Then [Winnie the Pooh] thought for another long time and said: "And the only reason for being a bee that I know of is making honey."

And then he got up and said: "And the only reason for making honey is so I can eat it."

Unlike baby Zeus, who is said to have been nursed by the bees on honey from which he derived his infinite wisdom, the famous bear did not greatly benefit from the frequent consumption of the magic food and therefore decided to climb the tallest tree in the forest, suspecting that this was where bees had made their nest, high up in a cavity large enough to contain a colony of insects busy making the delicacy to which he was so partial. His spectacular fall from the summit has been fully documented by A A Milne, to the greatest enjoyment of generations of children.

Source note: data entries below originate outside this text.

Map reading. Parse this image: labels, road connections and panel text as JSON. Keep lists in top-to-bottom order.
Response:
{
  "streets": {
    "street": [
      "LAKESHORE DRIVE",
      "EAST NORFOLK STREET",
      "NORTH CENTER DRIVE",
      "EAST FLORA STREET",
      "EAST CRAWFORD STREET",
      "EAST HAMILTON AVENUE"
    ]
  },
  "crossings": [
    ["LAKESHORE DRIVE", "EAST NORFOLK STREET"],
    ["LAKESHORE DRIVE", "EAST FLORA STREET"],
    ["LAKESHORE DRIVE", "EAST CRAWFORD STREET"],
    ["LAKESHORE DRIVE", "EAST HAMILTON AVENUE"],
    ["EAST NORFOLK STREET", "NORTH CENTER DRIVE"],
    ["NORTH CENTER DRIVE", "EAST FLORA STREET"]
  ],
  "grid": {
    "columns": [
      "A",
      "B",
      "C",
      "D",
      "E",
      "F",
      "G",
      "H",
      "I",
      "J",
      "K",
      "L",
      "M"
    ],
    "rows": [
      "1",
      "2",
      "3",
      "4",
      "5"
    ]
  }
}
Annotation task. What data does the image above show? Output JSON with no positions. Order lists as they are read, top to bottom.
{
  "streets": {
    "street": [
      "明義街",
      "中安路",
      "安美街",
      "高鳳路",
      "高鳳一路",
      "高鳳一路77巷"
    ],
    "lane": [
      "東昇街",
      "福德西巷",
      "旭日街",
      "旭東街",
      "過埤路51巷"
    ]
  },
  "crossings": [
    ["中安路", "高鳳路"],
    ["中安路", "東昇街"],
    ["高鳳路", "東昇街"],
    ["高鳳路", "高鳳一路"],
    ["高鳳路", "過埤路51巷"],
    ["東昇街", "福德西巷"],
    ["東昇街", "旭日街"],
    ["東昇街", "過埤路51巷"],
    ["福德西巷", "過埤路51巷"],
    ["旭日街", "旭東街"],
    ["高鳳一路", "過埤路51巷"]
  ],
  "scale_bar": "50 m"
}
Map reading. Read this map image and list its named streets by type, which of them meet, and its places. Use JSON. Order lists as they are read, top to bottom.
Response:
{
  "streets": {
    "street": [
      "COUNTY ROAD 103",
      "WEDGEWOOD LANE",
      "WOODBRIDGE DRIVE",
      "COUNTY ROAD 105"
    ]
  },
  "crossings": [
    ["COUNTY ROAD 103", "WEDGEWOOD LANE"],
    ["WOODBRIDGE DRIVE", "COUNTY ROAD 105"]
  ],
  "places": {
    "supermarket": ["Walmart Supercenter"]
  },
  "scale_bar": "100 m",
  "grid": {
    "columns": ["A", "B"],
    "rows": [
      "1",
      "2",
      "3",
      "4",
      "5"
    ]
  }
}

BORN FREE: Before bees were domesticated and forced to work for men, they lived in the wilderness, particularly in forests where the most fragrant flowers could be found. Wild bees found a suitably sheltered cave, a hollow in a rock or tree, then set to work, filling the hole with the wax they secrete to make their combs, and sending the bee-scouts out to find the flowers and blossoms from which they would extract nectar and pollen. Buds to provide resin were also essential.

The nectar they soon turned into honey, their everyday fare, while using the pollen to feed the larvae. Resin was a necessary ingredient in the making of bee-glue, good for constructing a strong defensive wall at the entrance of the hive. Apart from secreting honey, wax and glue, bees manufacture a remarkable substance in their bodies, royal jelly, which enables a larva to reach sexual maturity and become a fertile queen. This, however, was not known until the 1970s, when the properties of the magic secretion were discovered and humans in search of the fountain of youth hastened to exploit it. Today, alternative medicine uses the pollen gathered by bees as well as royal jelly and both are regarded as rejuvenating elixirs.

A page from Winnie-the-Pooh Pooh OUT OF THE WILDERNESS: From time immemorial, humans have stolen the honey of wild bees for their own use -- and gastronomic delight. To make sure that their supply would not end any time soon, they had to have more control over the makers. Large chunks of tree where hives were established were cut out and carried away from the forests to more accessible locations. Honey could thus be collected with ease. Virgil mentions the necessity of smoking the hive to make the bees drowsy before attempting the operation. History has recorded many instances in which ignorant honey gatherers destroyed the whole hive and killed the bees for just one harvest of honey: "Sometimes the humans come to search for us. If we are not able to defend ourselves against them, they destroy our homes, kill our children and steal the honey that we have made and stored up. They take all the honey and leave none for us," complained the king of the bees to the Djinn in The Island of Animals, a modern adaptation of one of the Epistles of the Brethren of Purity written in Basra in the tenth century AD.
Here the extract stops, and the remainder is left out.